Content starts
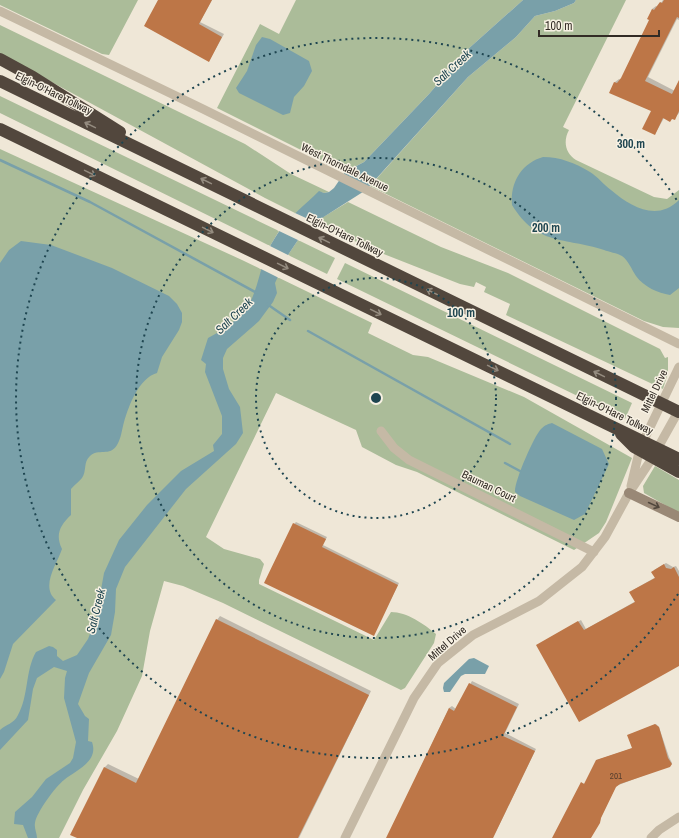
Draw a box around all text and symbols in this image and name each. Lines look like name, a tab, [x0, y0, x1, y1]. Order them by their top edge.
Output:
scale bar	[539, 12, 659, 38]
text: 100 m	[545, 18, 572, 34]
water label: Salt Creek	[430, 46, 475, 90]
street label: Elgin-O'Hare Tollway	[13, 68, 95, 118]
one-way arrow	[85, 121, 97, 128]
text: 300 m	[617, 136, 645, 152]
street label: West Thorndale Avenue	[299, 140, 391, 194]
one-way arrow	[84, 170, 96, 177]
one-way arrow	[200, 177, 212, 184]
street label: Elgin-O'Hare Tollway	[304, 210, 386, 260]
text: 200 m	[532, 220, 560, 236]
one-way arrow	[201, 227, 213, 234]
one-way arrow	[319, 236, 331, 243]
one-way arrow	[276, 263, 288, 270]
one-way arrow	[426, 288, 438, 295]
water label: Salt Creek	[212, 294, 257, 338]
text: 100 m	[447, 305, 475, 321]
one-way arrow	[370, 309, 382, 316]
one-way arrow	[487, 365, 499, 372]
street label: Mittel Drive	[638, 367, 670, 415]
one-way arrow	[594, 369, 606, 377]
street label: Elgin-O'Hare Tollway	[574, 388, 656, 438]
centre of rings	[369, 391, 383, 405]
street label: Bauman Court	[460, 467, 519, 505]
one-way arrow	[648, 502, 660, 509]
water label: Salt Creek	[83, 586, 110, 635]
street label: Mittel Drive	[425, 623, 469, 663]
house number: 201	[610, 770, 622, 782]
Content ends
§ **Aim of the exercise**
Could you set down every record above word for word, leaving out the pictures?

§ **Response to this exercise**
Draw a box around all text and symbols in this image and name each. Lines look like name, a tab, [x0, y0, x1, y1]. Order them by their top edge.
Output:
scale bar	[539, 12, 659, 38]
text: 100 m	[545, 18, 572, 34]
water label: Salt Creek	[430, 46, 475, 90]
street label: Elgin-O'Hare Tollway	[13, 68, 95, 118]
one-way arrow	[85, 121, 97, 128]
text: 300 m	[617, 136, 645, 152]
street label: West Thorndale Avenue	[299, 140, 391, 194]
one-way arrow	[84, 170, 96, 177]
one-way arrow	[200, 177, 212, 184]
street label: Elgin-O'Hare Tollway	[304, 210, 386, 260]
text: 200 m	[532, 220, 560, 236]
one-way arrow	[201, 227, 213, 234]
one-way arrow	[319, 236, 331, 243]
one-way arrow	[276, 263, 288, 270]
one-way arrow	[426, 288, 438, 295]
water label: Salt Creek	[212, 294, 257, 338]
text: 100 m	[447, 305, 475, 321]
one-way arrow	[370, 309, 382, 316]
one-way arrow	[487, 365, 499, 372]
street label: Mittel Drive	[638, 367, 670, 415]
one-way arrow	[594, 369, 606, 377]
street label: Elgin-O'Hare Tollway	[574, 388, 656, 438]
centre of rings	[369, 391, 383, 405]
street label: Bauman Court	[460, 467, 519, 505]
one-way arrow	[648, 502, 660, 509]
water label: Salt Creek	[83, 586, 110, 635]
street label: Mittel Drive	[425, 623, 469, 663]
house number: 201	[610, 770, 622, 782]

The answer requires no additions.